Despite having less unsecured debt than male counterparts, ‘Jane Debtor’ faces an increased threat from three factors

Ontario women see rising risk of insolvency

The most recent bankruptcy study from personal insolvency firm Hoyes, Michalos & Associates revealed an outsized risk of insolvency among millennials in Ontario. As if that news weren’t concerning enough, the report also points to a significant risk within another important group.

“We continue to see a rise in women filing insolvency. As of 2018, 48.6% of insolvencies were filed by female debtors and the rate of insolvencies by gender is converging towards that of the overall adult population which, according to Statistics Canada, was 50.7% female as of July 1, 2018,” the study said.

Citing a previous study on women and bankruptcy that the firm published in 2017, the report said that women face a higher risk of filing insolvency than men due to three primary factors:

  • Income disparity – Reflecting the more general trend of a gender wage gap, women debtors in Ontario earn less than their male counterparts. According to the firm, Jane Debtor takes home 4.7% less pay than Joe Debtor, and has household income that’s 6.9% lower.
  • Difficult family circumstances – Based on the firm’s data, women in debt are much more likely to be living in a single-income household with dependents. More than one in four female debtors (26%) were lone parents, compared to roughly one in 12 male debtors (8%). Divorced or single, Jane Debtor is struggling financially; as the only breadwinner who takes home a lower household income than her male counterparts, she has to use debt to make ends meet.
  • Higher exposure to student debt – In 2018, more than one in five (22%) female debtors filed insolvency with student loans, in contrast to just 13% of male debtors. The lower average income of women debtors compared to men, coupled with lower rate of consistent employment for women, creates a more formidable challenge for women debtors to settle their high student loan debt. Even if Joe and Jane Debtor are roughly the same age and have been repaying their loans over a similar time frame, Jane ends up with $15,171 in student loans at the time of her insolvency — 8.2% more than Joe.

The 2017 study also noted a rising share of bankruptcy filings by senior women. As of that year, 15% of all women filing bankruptcy were at least 60 years old; the number was slightly lower for men at 13%.

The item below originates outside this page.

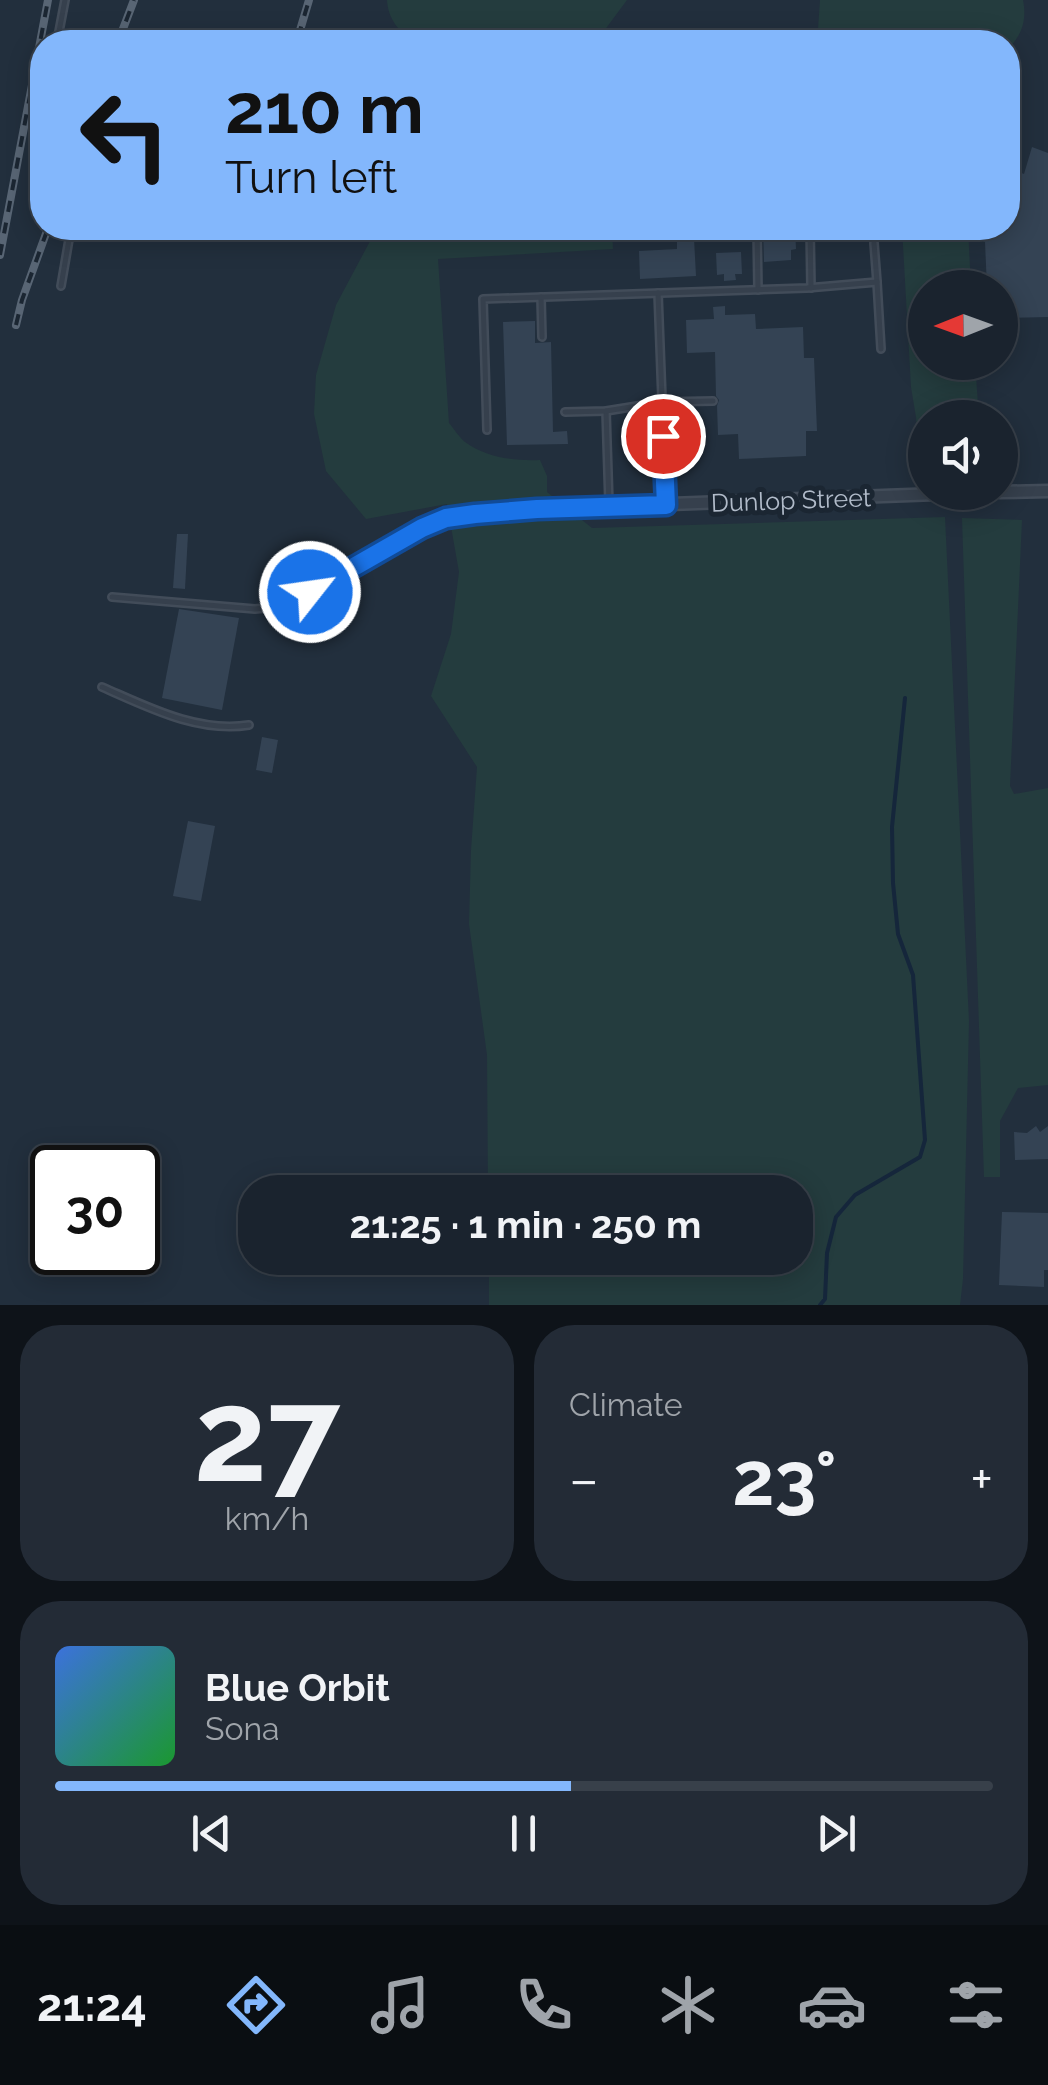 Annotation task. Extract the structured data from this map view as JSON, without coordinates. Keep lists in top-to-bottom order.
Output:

“The demographics of women filing bankruptcy in their senior years seem to illustrate that women are not as prepared to face the financial challenges of retirement as men,” the study said. It found that 74% of senior women filing bankruptcy in Ontario live alone, while 58% are retired and living on a fixed income. In addition, 21% are widowed, creating even further difficulties in adjusting a reduced household income.